Some of the well-known altcoins, which is short for alternative cryptocurrencies are Bitcoin, Zcash, Ripple, Etherum, and Litecoin. On the other hand, stop-loss order (also known as stop market order) refers to an order where the investor directs the intermediary to automatically sell the goods if it drops to a certain price.
For the stop-loss order to be effectively implemented and be effective in a business, some features are to be followed to the latter. One of the features is the ability to associate the order with both long and short position. This is necessary in the case where the security of an investor would be bought if it sells above-stated price. Stop-loss order also comes in handy especially when one is on vacation and can’t watch their position. The second feature is the will for the stock to be sold at the next available price if it happens to trade below a specific price. This happens perfectly only if the market is declining in an orderly manner.

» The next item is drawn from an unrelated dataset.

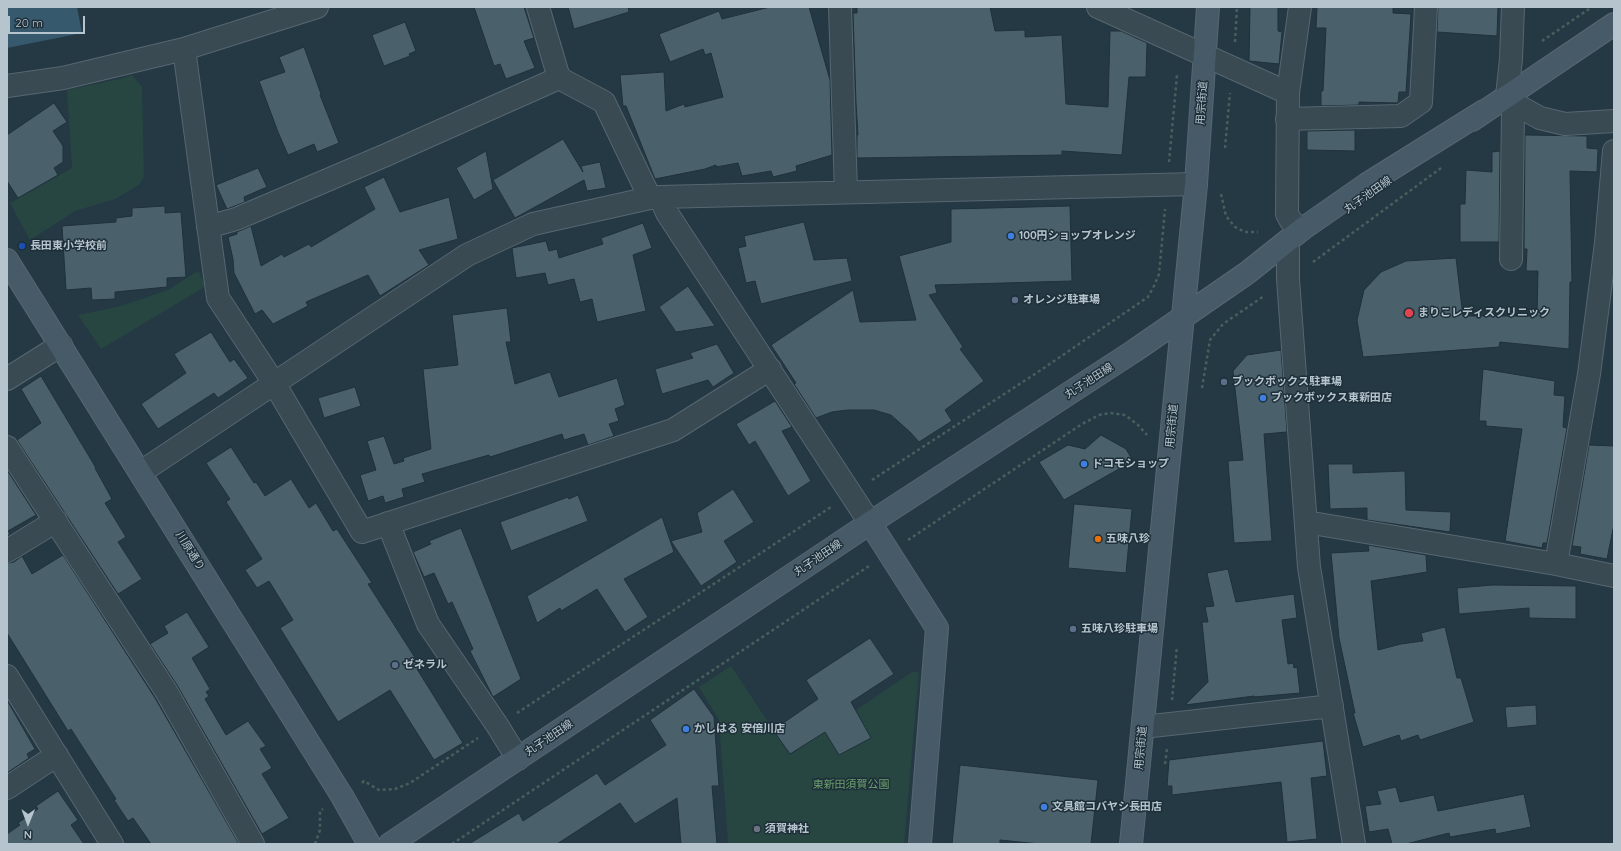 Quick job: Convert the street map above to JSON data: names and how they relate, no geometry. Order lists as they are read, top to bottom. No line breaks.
{"streets":{"street":["用宗街道","丸子池田線","川原通り"]},"crossings":[["用宗街道","丸子池田線"]],"parks":["東新田須賀公園"],"places":["100円ショップオレンジ","長田東小学校前","オレンジ駐車場","まりこレディスクリニック","ブックボックス駐車場","ブックボックス東新田店","ドコモショップ","五味八珍","五味八珍駐車場","ゼネラル","かしはる 安倍川店","文具館コバヤシ長田店","須賀神社"],"scale_bar":"20 m","north":"bottom"}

The stop-loss orders are a preferable strategy for limiting potential losses but during moments of high volatility, they might be unexpectedly enforced.
Every strategy used in different situations has advantages and disadvantages of its own kind and so does the stop-loss orders. On the good side, stop-loss orders help investors to be secure. This is by enabling them to be invested during good market times and during bad times giving a downside protection. In other words, it offers the investors some measure of price protection which is somehow assuring. Unfortunately, stop-loss cannot really offer price protection under every single market fluctuation situation. In case prices move around in a disorderly manner and end up triggering the stop-loss before the day ending while the stock is at a higher price, the investor will be left unable to capture the gain.
Another added advantage of stop-loss orders is it tends to take full advantage of the moments when the market is very volatile ending up to enable investors to rebalance towards their long-term goals. This is assuring and motivating to investors who are planning to implement the stop-loss strategy.
In cryptocurrency trading, the main idea of stop-loss is to prevent you from losing too much money on the certain trade by putting a sell order which is at a lower price than when you bought it. Some of the exchanges that support stop-loss orders are BitMex, Coinigy or HitBTC. Stop-loss in cryptocurrency trading brings success when implemented because it enables manipulation of the market by individual or groups who hold huge amounts of currencies which is a good thing for this enables the price to either go up or down by a large amount which usually intends to trigger stop losses.